Nanoparticles are an important tool to overcome the administration of drugs, improving the pharmacokinetics of active compounds and avoiding their undesired effects. Specifically, nanoencapsulation offers some advantages such as, protection of the active ingredient from other chemicals or biomolecules present in the final formulation, protection after administration and offers possibilities for controlled release of the different active ingredients.

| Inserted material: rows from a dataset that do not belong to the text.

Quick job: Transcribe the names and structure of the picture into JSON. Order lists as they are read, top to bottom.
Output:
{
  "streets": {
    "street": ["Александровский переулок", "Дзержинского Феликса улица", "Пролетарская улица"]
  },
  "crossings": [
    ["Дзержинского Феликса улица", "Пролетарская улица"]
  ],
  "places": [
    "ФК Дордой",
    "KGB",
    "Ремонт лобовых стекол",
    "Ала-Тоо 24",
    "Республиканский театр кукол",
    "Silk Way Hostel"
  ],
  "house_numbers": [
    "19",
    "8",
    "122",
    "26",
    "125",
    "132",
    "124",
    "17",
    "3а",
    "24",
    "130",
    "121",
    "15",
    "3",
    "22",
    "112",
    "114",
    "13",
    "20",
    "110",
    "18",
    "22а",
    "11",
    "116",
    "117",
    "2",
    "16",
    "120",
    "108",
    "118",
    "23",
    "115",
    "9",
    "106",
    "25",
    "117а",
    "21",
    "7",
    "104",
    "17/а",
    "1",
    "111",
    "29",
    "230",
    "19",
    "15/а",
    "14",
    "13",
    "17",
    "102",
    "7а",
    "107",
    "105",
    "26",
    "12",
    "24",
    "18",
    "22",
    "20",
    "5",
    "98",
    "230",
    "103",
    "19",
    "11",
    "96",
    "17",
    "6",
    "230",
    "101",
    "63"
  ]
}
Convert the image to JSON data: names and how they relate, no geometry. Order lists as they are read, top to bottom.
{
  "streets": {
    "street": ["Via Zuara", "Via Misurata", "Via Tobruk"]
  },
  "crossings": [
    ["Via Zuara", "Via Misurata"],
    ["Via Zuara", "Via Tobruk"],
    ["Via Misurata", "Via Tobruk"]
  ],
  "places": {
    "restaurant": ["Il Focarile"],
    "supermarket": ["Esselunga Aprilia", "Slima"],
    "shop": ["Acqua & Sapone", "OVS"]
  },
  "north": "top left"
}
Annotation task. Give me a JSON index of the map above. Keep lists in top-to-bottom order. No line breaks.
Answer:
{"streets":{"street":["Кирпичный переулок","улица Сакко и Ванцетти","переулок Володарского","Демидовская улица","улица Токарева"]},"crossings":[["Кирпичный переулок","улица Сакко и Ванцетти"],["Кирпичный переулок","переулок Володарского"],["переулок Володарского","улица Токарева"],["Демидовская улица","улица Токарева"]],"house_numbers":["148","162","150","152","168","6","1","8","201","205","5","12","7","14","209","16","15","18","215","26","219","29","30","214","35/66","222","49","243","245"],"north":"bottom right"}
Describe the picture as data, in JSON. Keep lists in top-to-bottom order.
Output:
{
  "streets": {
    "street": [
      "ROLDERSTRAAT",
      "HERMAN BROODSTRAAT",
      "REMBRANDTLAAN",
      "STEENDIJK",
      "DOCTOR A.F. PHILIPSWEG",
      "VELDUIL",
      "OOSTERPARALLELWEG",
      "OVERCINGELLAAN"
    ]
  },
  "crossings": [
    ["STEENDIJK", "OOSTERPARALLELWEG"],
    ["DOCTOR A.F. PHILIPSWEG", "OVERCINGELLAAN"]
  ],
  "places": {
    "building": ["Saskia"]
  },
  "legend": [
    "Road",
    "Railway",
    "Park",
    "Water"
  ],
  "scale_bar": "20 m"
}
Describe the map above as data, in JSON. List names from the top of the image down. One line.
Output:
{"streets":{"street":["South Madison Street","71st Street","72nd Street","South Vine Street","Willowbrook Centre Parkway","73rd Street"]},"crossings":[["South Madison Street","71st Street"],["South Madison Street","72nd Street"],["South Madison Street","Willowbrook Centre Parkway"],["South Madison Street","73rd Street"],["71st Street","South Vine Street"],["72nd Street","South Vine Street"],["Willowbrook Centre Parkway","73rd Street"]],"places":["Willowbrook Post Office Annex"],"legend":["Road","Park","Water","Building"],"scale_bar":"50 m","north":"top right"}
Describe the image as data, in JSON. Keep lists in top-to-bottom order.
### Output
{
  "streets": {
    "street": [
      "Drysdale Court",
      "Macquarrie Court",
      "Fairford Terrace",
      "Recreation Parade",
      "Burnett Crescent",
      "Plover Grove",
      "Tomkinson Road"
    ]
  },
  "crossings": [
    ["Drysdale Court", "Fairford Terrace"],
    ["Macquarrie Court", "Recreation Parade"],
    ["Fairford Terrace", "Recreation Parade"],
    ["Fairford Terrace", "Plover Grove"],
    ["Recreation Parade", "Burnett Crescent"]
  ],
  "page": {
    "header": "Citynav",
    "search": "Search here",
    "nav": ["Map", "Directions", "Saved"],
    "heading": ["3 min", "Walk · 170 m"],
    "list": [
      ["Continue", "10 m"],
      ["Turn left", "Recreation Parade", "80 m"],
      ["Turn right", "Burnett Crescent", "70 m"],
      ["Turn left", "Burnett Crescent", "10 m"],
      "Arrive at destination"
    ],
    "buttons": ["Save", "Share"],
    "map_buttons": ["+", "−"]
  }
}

In this presentation, the design and synthesis of biodegradable polymeric nanocapsules for the control of drug/ active ingredient (API) release at the target organs will be described. Tailoring the physical-chemical properties of polymeric nanocapsules allows control over the release of the drug eluting systems, which can be modulated over time and/ or tunning the polymer chemical structure to control the release by external stimuli. Therefore, a set of safe and biodegradable nanocapsules have been developed, in particular core-shell nanocapsules with an average size of 350 nm. In all cases, the core consists of a polyester polymer which is at the front line of attention because of their attractive safety profile. Since their degradation products are easily metabolized by the Krebs cycle and therefore easily eliminated . The different composition of the shell will provide the desired properties, allowing different drug/ API release kinetic.
These core-shell nanosystems will be presented showing their potential in the area of drug delivery systems. Furthermore, encapsulation of different APIs will further demonstrate the different release profiles in relevant biological systems.